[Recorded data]
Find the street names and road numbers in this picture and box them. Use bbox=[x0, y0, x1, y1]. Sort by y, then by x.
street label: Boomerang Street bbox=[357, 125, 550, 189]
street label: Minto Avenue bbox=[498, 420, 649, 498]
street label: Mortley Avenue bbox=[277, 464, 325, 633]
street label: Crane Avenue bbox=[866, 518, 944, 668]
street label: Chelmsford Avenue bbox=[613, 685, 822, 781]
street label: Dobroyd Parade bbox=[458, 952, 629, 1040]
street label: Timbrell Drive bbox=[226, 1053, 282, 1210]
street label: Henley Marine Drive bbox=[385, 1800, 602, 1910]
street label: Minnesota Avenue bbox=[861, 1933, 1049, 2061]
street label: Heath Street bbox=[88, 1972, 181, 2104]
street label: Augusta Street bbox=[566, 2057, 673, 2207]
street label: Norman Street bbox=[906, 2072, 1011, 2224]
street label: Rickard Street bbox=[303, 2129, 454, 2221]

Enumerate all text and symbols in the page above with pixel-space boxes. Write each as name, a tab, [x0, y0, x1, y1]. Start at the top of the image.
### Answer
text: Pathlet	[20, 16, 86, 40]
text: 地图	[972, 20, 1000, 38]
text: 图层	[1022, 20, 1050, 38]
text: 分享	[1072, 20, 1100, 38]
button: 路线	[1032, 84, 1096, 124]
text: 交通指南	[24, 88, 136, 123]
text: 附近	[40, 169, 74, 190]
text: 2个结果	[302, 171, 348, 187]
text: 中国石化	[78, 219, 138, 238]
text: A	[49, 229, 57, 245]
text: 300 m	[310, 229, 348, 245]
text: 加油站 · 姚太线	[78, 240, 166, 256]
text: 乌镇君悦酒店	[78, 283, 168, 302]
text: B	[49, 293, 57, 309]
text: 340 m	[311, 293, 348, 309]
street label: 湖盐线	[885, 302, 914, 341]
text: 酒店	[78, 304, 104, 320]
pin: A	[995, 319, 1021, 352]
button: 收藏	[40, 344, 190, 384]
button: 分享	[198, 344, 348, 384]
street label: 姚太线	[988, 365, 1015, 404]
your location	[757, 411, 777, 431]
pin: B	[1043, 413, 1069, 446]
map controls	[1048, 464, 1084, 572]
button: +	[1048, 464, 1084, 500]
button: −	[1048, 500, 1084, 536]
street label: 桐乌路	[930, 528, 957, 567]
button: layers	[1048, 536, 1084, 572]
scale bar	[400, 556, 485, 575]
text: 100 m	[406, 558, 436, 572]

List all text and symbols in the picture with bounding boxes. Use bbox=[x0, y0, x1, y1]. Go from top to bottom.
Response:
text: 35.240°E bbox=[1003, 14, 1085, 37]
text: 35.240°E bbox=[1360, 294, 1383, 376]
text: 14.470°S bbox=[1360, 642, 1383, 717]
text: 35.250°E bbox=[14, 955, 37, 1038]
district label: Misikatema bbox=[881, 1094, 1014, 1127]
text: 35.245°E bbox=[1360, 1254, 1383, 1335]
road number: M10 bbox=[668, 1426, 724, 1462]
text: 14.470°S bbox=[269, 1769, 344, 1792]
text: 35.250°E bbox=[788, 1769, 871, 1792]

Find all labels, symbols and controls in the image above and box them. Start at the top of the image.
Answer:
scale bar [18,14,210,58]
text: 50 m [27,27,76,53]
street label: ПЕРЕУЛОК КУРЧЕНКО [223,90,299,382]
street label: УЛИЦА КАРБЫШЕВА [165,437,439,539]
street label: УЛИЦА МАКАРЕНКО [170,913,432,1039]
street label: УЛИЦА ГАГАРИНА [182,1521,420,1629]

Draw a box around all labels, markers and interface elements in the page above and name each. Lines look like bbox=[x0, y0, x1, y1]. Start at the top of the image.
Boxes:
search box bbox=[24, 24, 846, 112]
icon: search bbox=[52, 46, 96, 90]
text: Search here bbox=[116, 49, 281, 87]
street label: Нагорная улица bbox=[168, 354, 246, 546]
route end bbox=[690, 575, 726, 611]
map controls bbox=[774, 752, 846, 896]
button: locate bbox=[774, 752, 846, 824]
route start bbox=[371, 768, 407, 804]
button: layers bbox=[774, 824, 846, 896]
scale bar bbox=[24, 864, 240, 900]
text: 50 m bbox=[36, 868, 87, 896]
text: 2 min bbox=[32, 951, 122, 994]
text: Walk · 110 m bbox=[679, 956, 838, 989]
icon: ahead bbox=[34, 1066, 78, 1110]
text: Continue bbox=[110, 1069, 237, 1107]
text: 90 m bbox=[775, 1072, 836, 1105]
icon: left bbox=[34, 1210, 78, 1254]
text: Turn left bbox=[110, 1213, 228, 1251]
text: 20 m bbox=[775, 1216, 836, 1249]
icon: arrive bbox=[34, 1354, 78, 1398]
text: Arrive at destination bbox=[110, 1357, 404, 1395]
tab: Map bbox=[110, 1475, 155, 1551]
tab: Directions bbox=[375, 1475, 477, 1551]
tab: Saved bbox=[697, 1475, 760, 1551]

_Your task:_
In the records above, which lines hold the string "image"? Copy each one.

_Reply:_
Enumerate all text and symbols in the page above with pixel-space boxes. Write each as name, a tab, [x0, y0, x1, y1]. Start at the top of the image.
Find all labels, symbols and controls in the image above and box them. Start at the top of the image.
Draw a box around all labels, markers and interface elements in the page above and name each. Lines look like bbox=[x0, y0, x1, y1]. Start at the top of the image.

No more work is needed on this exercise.